### REQUIREMENT
Exactly and only the lines from the first entry through the line with "function drawText(font, color, halo, rows, align" should be copied, both ends included, with no pictures.

### STUDY MATERIAL
┄┄┄┄┄┄┄┄┄┄

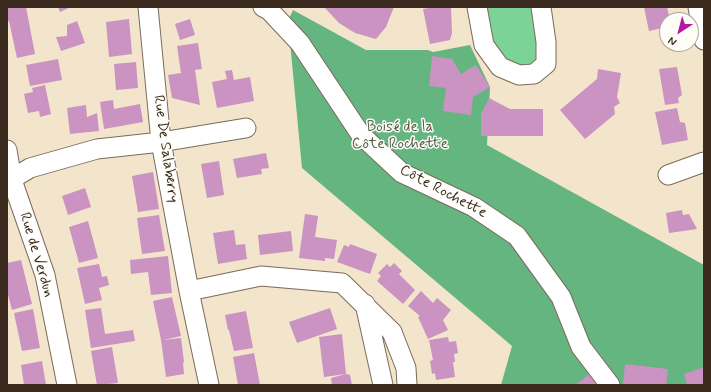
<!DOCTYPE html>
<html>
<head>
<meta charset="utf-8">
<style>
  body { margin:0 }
  #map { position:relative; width:711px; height:392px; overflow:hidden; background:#f2e5cb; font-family:Mynerve,sans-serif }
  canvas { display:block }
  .frame { position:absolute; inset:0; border:8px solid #3b2a1e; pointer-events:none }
  .north { position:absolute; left:659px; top:12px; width:40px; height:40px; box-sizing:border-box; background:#fdfcf7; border:1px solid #afa8a0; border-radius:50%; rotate:216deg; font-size:11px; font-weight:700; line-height:16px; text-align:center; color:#3b2a1e }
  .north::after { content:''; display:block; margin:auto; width:14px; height:18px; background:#b5179e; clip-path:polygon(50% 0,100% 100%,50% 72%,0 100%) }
</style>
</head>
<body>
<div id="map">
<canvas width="711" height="392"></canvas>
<div class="frame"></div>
<div class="north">N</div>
</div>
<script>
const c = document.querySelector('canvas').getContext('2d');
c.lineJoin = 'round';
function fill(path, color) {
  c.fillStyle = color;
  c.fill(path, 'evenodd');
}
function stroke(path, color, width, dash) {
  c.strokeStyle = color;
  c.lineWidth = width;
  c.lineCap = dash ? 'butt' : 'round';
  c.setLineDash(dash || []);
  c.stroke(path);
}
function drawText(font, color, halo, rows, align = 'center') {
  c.font = font + ' Mynerve,sans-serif';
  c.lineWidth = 3;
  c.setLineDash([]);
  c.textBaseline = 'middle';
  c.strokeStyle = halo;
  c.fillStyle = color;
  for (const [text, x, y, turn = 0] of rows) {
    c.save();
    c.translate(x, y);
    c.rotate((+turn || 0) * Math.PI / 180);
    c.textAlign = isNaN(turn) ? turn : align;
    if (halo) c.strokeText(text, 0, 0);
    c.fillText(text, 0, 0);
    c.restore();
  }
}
const green = new Path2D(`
  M485,7H533L539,52L534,64L518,68L503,60L490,36Z`);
const forest = new Path2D(`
  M293,10L366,50H428L433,52L470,45L490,87L487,145L704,265V385H501L512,346L302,168L288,21Z`);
const building = new Path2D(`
  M7,7H26L35,54L17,58L9,21L7,22Z
  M58,7H71L60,12Z
  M324,7H394L386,27L376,39L355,33L339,23Z
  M435,7H451L452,33L450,40L430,44L423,9Z
  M644,7H667L670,20H667V27L649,31Z
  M129,19L132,54L109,57L106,22Z
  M190,19L195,35L180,40L175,24Z
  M77,21L85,43L61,51L56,37L67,36V25Z
  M198,43L202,69L195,70L200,105L172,98L168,75L181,73L177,46Z
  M432,56L452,59L461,74L476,65L490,87L473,97L471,115L443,111L446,88L429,86Z
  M58,59L62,80L30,86L26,65Z
  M136,62L138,88L116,90L114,64Z
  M677,67L682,95L678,98L679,103L665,105L659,69Z
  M598,69L621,73L617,97L620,103L614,107L615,114L585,139L560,110L597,79Z
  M232,70L234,80L250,77L254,101L217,108L212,82L227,79L225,71Z
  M45,85L51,114L40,117L39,111L28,113L24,94L33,92L32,88Z
  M489,98L510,109H543V136H481V114Z
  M113,100L114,109L140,104L143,122L104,129L100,102Z
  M86,105L87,117L97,113L99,131L70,134L67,108Z
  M677,108L680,122L685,123L688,140L662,145L655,112Z
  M266,153L269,168L261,169L262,174L237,178L233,159Z
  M219,161L224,195L207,198L201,164Z
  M153,172L159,209L138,212L132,176Z
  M85,188L91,207L68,215L62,196Z
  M682,210L683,215L689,214L697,229L669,233L666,213Z
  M305,214L318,216L315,237L337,240L334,259L325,258V261L299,258Z
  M159,215L165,251L142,254L137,218Z
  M88,221L98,258L79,263L69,227Z
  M234,230L236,245L245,244L247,259L218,264L213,233Z
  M291,231L293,251L260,255L258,235Z
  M350,244L377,254L370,274L337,262L344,245L349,247Z
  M168,256L172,293L151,295L148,272L131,274L130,260Z
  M21,260L32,304L12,310L7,291V263Z
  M394,263L402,271L399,274L415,290L403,304L377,281L381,276L378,273L387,264L390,267Z
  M99,264L102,277L107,276L109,285L99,288L102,300L85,304L77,268Z
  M421,291L433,303L437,298L451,310L443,320L448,330L428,339L418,317L420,316L408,306Z
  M172,297L181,336L163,340L181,338L184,362L183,363L184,374L166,377L161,340L153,301Z
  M101,308L105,334L133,330L135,341L91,348L85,310Z
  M330,308L337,329L297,343L289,322Z
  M33,309L40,348L22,351L14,313Z
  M246,311L253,348L234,351L229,330H228L225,315Z
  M342,334L346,374L350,375L352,385H332L331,378L346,374L324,377L319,337Z
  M448,337L449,342L456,341L458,353L454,354L455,362H453L455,377L436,380L435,373L432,374L430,361L433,360L429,340Z
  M112,347L118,383L97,385L91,351Z
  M254,353L260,385H238L233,357Z
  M42,361L46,385H24L21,365Z
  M625,364L668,369L666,385H623Z
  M704,367V385H687L684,374Z
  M591,373L600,385H575Z`);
const minor = new Path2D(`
  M148,7L161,142L189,291L209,385
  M263,7L269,10L300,43L361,135L402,173L474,207L517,236L561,297L581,347L610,385
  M477,7L484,45L500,67L519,75L534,74L546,64V42L541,7
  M698,7L704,40
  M7,150L12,180L45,275L67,385
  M668,175L704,162
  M7,182L30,168L97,149L161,142L246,128
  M189,291L261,276L342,283L392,332L406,368L407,385
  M365,304L383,385`);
const parkNames = [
  ["Boisé de la",400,128],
  ["Côte Rochette",400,145]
];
const streetNames = [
  ["Rue De Salaberry",165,149,82],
  ["Côte Rochette",443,192,28],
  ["Rue de Verdun",36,255,73]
];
fill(green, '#7cd397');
fill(forest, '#65b580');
fill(building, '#ca93c1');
stroke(minor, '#7b6b5b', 21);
stroke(minor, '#fff', 19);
drawText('15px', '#4e5d42', '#fdfcf7', parkNames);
drawText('15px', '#3b2a1e', '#fdfcf7', streetNames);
</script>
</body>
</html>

┄┄┄┄┄┄┄┄┄┄

### WRITTEN SOLUTION
<!DOCTYPE html>
<html>
<head>
<meta charset="utf-8">
<style>
  body { margin:0 }
  #map { position:relative; width:711px; height:392px; overflow:hidden; background:#f2e5cb; font-family:Mynerve,sans-serif }
  canvas { display:block }
  .frame { position:absolute; inset:0; border:8px solid #3b2a1e; pointer-events:none }
  .north { position:absolute; left:659px; top:12px; width:40px; height:40px; box-sizing:border-box; background:#fdfcf7; border:1px solid #afa8a0; border-radius:50%; rotate:216deg; font-size:11px; font-weight:700; line-height:16px; text-align:center; color:#3b2a1e }
  .north::after { content:''; display:block; margin:auto; width:14px; height:18px; background:#b5179e; clip-path:polygon(50% 0,100% 100%,50% 72%,0 100%) }
</style>
</head>
<body>
<div id="map">
<canvas width="711" height="392"></canvas>
<div class="frame"></div>
<div class="north">N</div>
</div>
<script>
const c = document.querySelector('canvas').getContext('2d');
c.lineJoin = 'round';
function fill(path, color) {
  c.fillStyle = color;
  c.fill(path, 'evenodd');
}
function stroke(path, color, width, dash) {
  c.strokeStyle = color;
  c.lineWidth = width;
  c.lineCap = dash ? 'butt' : 'round';
  c.setLineDash(dash || []);
  c.stroke(path);
}
function drawText(font, color, halo, rows, align = 'center') {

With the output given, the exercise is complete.